A conventional push button switch of the type described is illustrated in FIGS. 1 and 2. A push button 1 is mounted on a housing 3 to be movable along an axial direction. The push button 1 is urged by a first spring 4 in an upward direction in FIGS. 1 and 2. The push button 1 has a guide chamber 5 which is formed at a position offset from a center axis of the push button 1. A movable contact 2 is mounted on a sleeve 6 which is movably inserted into the guide chamber 5. A second spring 7 is for urging the movable contact 2 towards a fixed contact 8 (in a downward direction in the figures).
The second spring 7 is substantially fully relaxed when the push button 1 is not pushed down, namely, in an OFF state. In this condition, an urging force for urging the movable contact 2 towards the fixed contact 8 is substantially equal to zero. The movable contact 2 is surrounded by a cylindrical rubber contact 9. The rubber contact 9 is for isolating the movable contact 2 from the fixed contact 8 when the urging force of the second spring 7 is equal to zero. The push button 1 is further provided with a heart cam (not shown). The housing 3 is provided with a pin 10 travelling along an outer periphery of the heart cam.
The heart cam comprises a cam plate having a recess formed on the upper side thereof. When the push button 1 is pushed down, the pin 10 is relatively upwardly moved along the outer periphery of the heart cam to be engaged with the recess of the heart cam. Thus, the push button 1 is held in a depressed position at a predetermined distance. When the push button 1 is pushed again, the pin 10 is released from engagement with the recess of the heart cam to thereby bring the push butt, on 1 into a free state.
In the push button switch of the above-mentioned structure, when the push button 1 is pushed in an OFF state, the first and the second springs 4 and 7 are compressed. The sleeve is moving downwardly by the urging force of the second spring 7. In this event, the rubber contact 9 is deformed to allow the movable contact 2 to be brought into contact with the fixed contact 8. On the other hand, the pin 10 is engaged with the recess of the heart cam to hold the push button 1 in the depressed position. Thus, the contacts are held in an ON state.

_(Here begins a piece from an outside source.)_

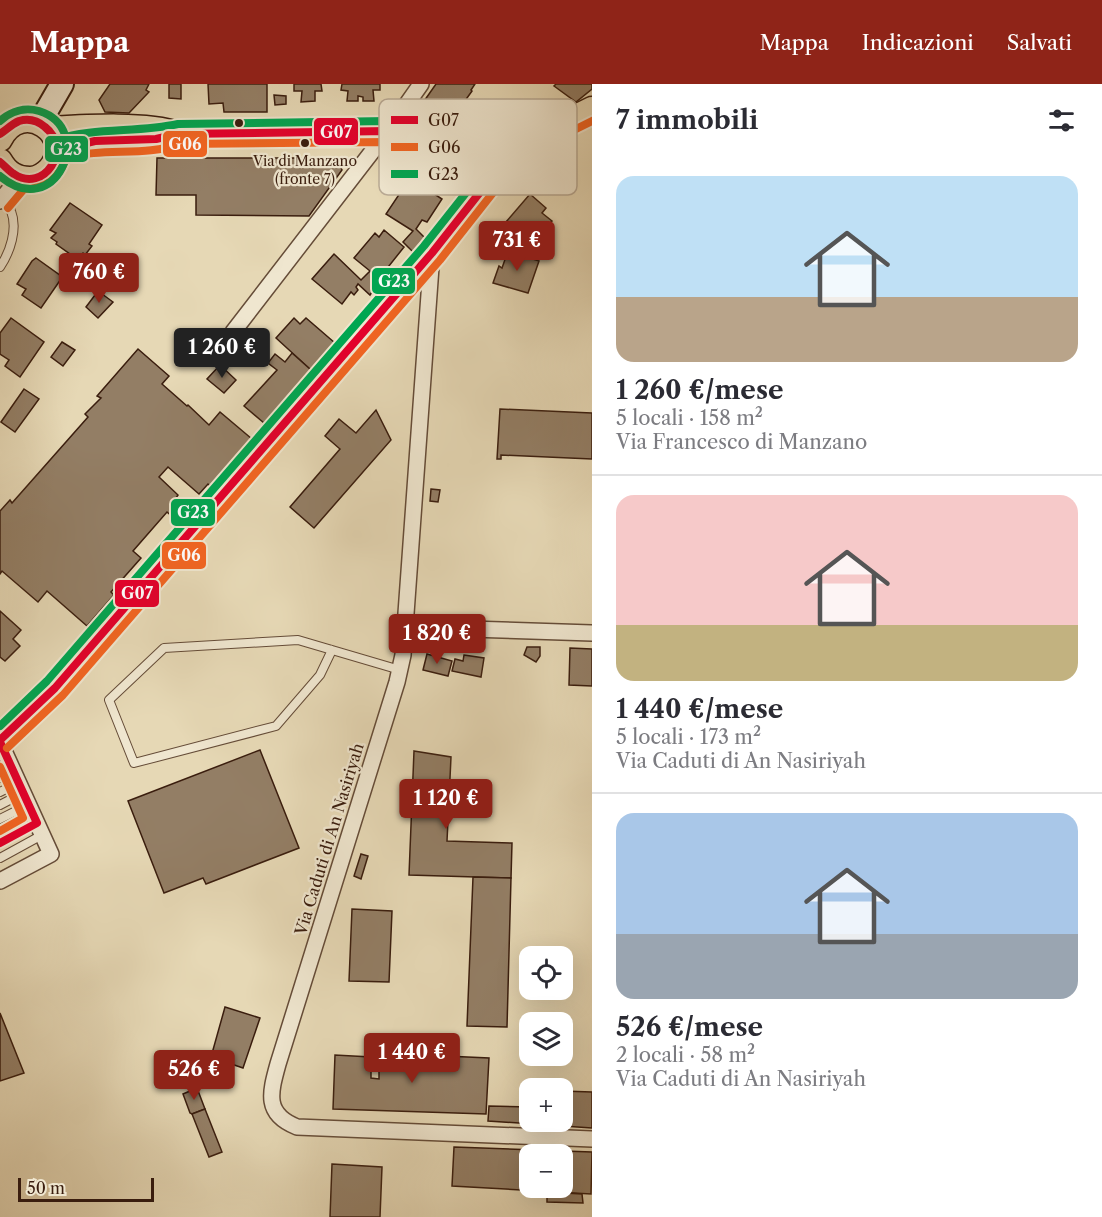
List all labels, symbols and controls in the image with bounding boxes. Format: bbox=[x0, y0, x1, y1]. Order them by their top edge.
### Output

When the push button 1 is pushed again, the pin 10 is released from engagement with the recess of the heart cam after the first and the second springs 4 and 7 are slightly deformed. Subjected to the elastic restoring force of the first and the second springs 4 and 7, the push button 1 is moved upwardly. As a result, the second spring 7 is substantially fully relaxed and therefore loses the urging force for urging the movable contact 2 downwards. The movable contact 2 is moved away from the fixed contact 8 by the elastic restoring force of the rubber contact 9. Thus, the contacts are put into an OFF state.
In the above-mentioned push button switch, the push button 1 is pushed down to compress the second spring 7. The second spring 7 exerts the urging force to bring the movable contact 2 into contact with the fixed contact 8. In order to put the switch into an ON state, an operator must push down the push button 1 with a pressing force sufficient to compress the first and the second springs 4 and 7. Thus, the pressing force required to the operator inevitably becomes large.